Abandoned Shells
by David Salle

Material
Oil, acrylic and cloth on canvas; 396.0 x 190.0 cm
Dating
1984
About the artist
David Salle studied under John Baldessari at the California Institute of the Arts in Valencia. Together with Julian Schnabel and Ross Bleckner, he belongs to the most important artists of the US-American New Image Painting, which, since the late 1970s, stands for a spectacular Renaissance of figurative painting. In many ways New Image Painting is comparable to the Italian Transavanguardia and the German Neue Wilde movement. The late 1970s had a particular impact on Salle’s work as an artist. After a journey through Europe, his work became reminiscent of artists such as Jörg Immendorff, Sigmar Polke and Gerhard Richter, all of which had left a deep impression on Salle. From the mid-1980s onwards, he increasingly introduced references – images and quotations – to popular culture and art history into his large scale works.
The artist likes to experiment with multiple perceptions. He combines disparate scenes in a way that makes them appear as narrative milieus rather than stories with a simple narrative thread. At first glance his large scale paintings appear like a collection of references to art, design, advertising, and photography. Yet his motives elude reality despite their materiality, as they presuppose well-known sources that remain, however, hard to decipher. Salle uses also the effects of music, dance and film and their relationship to reality to structure his motives.

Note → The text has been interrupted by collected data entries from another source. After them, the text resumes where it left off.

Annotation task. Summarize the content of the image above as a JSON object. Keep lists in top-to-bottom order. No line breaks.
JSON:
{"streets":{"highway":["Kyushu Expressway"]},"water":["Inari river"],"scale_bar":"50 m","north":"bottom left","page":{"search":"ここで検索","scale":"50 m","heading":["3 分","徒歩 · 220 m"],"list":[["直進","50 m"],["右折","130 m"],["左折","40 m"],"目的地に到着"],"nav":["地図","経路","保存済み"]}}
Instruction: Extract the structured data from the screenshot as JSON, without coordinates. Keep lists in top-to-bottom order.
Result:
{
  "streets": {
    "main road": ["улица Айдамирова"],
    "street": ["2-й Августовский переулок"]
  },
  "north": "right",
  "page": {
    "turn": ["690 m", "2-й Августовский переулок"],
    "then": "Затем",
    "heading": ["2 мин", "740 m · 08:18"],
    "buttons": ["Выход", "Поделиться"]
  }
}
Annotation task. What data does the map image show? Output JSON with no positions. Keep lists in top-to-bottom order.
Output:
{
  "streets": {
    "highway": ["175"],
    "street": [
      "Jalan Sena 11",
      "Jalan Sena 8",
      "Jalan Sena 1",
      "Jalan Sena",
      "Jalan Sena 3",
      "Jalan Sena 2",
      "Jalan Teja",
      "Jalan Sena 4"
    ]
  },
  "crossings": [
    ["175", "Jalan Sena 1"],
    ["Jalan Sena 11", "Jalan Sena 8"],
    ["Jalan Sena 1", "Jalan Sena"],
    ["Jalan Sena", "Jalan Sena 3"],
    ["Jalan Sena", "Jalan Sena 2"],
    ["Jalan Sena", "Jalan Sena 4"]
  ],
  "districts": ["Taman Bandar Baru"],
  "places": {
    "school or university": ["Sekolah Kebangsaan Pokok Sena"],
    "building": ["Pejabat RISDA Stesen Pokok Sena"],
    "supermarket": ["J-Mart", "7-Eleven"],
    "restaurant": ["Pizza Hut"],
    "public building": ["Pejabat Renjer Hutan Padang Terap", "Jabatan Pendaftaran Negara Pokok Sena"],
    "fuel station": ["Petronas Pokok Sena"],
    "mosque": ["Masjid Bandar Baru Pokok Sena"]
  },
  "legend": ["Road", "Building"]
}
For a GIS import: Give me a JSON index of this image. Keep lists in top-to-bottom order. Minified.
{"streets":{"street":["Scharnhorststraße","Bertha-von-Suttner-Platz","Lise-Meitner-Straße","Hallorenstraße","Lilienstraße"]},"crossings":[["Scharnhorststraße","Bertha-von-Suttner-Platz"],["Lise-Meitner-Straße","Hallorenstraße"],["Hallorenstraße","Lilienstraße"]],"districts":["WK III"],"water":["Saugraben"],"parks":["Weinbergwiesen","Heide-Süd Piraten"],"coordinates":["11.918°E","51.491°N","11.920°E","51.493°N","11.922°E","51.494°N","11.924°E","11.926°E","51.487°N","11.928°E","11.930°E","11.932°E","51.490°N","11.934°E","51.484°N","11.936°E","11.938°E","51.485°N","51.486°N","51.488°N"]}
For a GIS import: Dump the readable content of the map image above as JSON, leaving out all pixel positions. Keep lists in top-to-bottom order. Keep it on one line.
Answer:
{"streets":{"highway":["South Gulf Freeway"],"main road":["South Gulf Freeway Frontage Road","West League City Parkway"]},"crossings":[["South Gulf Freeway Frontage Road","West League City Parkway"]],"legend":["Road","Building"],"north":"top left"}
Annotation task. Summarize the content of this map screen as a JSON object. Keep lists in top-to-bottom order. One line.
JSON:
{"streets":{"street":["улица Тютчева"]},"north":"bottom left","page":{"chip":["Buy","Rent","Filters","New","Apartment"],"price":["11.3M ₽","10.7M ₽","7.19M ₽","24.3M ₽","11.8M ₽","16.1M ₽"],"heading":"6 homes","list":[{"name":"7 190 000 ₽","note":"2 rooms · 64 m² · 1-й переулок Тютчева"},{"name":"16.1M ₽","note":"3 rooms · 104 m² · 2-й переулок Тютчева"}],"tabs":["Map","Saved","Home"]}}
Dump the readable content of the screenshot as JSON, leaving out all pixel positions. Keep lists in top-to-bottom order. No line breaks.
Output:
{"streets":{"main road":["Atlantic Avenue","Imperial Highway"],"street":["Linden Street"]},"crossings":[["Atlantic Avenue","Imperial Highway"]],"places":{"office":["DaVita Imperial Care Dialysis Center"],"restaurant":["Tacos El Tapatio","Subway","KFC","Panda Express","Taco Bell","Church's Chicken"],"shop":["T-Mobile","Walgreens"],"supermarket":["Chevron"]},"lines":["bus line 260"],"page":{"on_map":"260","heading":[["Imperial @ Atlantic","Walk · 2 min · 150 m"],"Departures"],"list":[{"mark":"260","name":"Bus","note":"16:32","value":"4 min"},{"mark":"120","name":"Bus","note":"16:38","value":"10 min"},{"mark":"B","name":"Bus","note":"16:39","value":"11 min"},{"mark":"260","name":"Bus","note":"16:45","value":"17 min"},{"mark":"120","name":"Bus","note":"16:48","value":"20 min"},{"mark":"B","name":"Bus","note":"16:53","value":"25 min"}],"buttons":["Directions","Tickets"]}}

He was an early member of the “Pictures Generation,” whose work was revisited in an exhibition of the same title at the Metropolitan Museum of Art, New York, in 2009. Salle’s work can be found in the collections of many international museums, such as the Centre Georges Pompidou, the Los Angeles County Museum of Art, the Museum of Modern Art, the Stedelijk Museum, the Tate, the Walker Art Center, the Guggenheim Museum, and the Whitney Museum of American Art, the latter of which in 1987, honored Salle, at age 34, with the youngest mid-career survey ever. Salle is also a prolific writer on art. “How to See,” a volume of his collected essays was published by W.W. Norton in 2016. His essays and reviews have been published in Artforum, T: The New York Times Style Magazine, Art in America, and The Paris Review. Salle was for some years the art critic for Town & Country, and is now a regular contributor to The New York Review of Books.